Perchè piano piano (mica tanto piano) stiamo rientrando tutti nell’ingranaggio quotidiano: sveglia-lavoro-produrre-correre-correre-correre…e ciao ciao attimo presente.
Ogni anno cerco di imprimere bene nella mia mente e nel mio corpo quali siano state le sensazioni e le occasioni che, durante le vacanze, mi hanno fatta stare bene, in modo da tenerle strette e imparare a portarle con me nella vita di tutti i giorni.
Fosse anche solo un pezzetto, un’abitudine nuova, un modo di fare, di pensare, di osservare o vivere la vita.

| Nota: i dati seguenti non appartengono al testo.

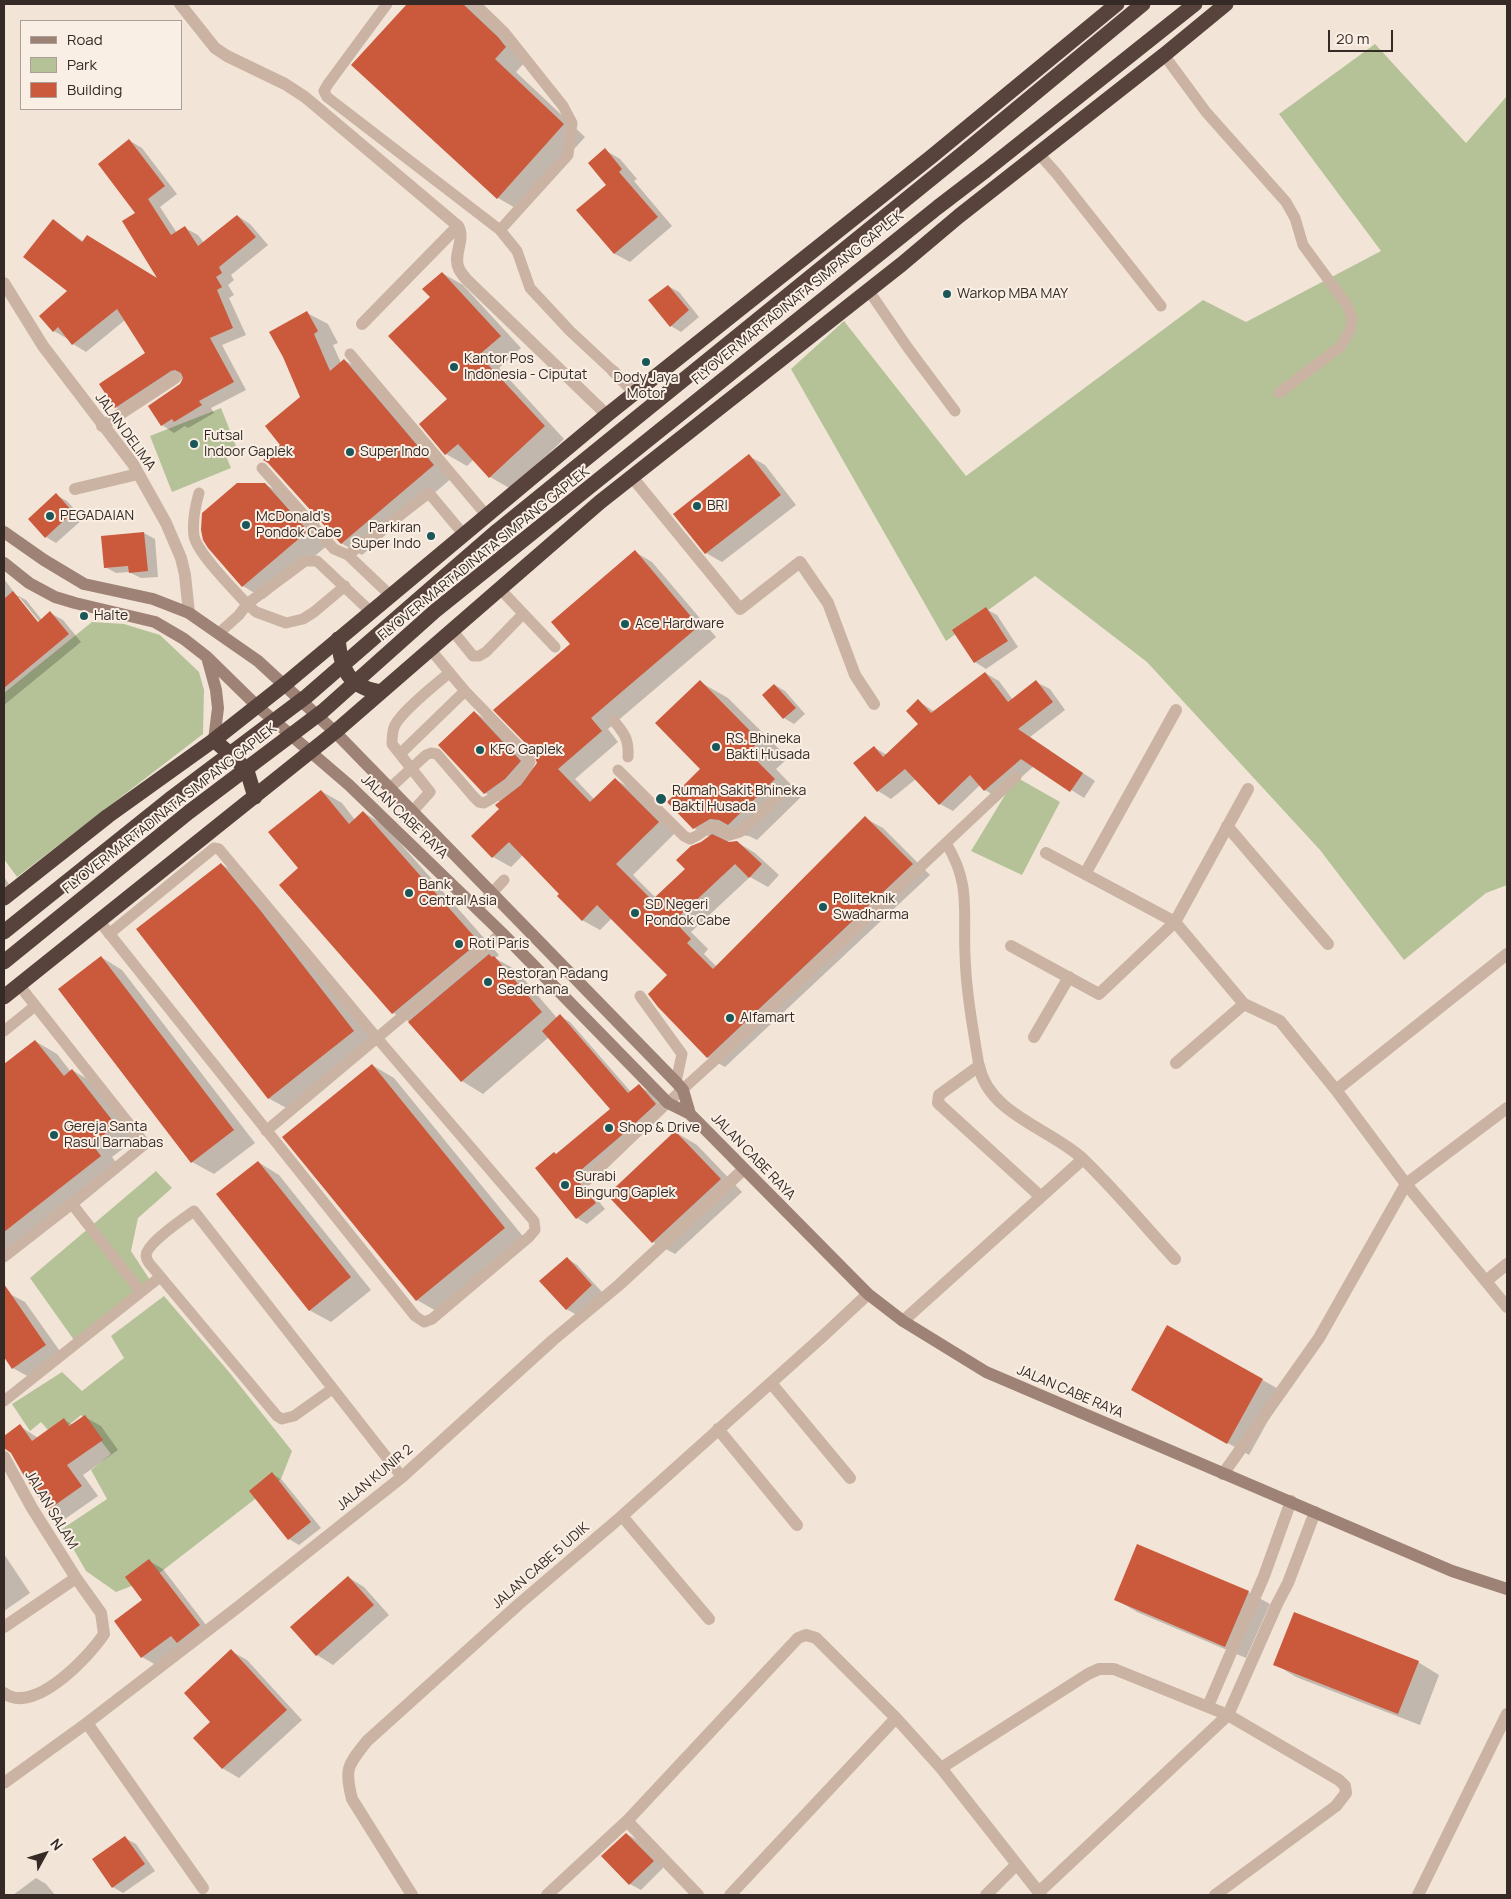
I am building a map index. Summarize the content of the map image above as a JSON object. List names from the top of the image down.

Oggi condivido con voi uno di questi pezzetti. Durante le vacanze al mare si risveglia una parte di me sinceramente bambina. Mi siedo nella sabbia con i miei bimbi e scaviamo, facciamo montagne, riempiamo buchi con acqua di mare, mescoliamo, facciamo castelli, sculture e…e più mi immergo in questo mondo fantastico, più la mia fantasia romper i suoi confini e si espande. Certo, qui a casa la sabbia e la spiaggia non ci sono, ma, allo stesso modo, mi sto lasciando conquistare e coinvolgere (o travolgere…a volte letteralmente!) dai giochi dei bimbi: al diavolo tutto, rallento, vivo il presente e torno bambina! Mi basta guardarli, loro sono specializzati in questo! Ieri per esempio mi sono trasformata in un cattivissimo mostro da combattere. Anna era la mia piccola aiutante (anche se ogni volta che cercava di aiutarmi mi rotolava addosso assestandomi calci nello stomaco o pugni negli occhi ecc ) e Mattia era un potentissimo cavaliere Jedi che con la sua super spada di carta riusciva sempre a farmi secca.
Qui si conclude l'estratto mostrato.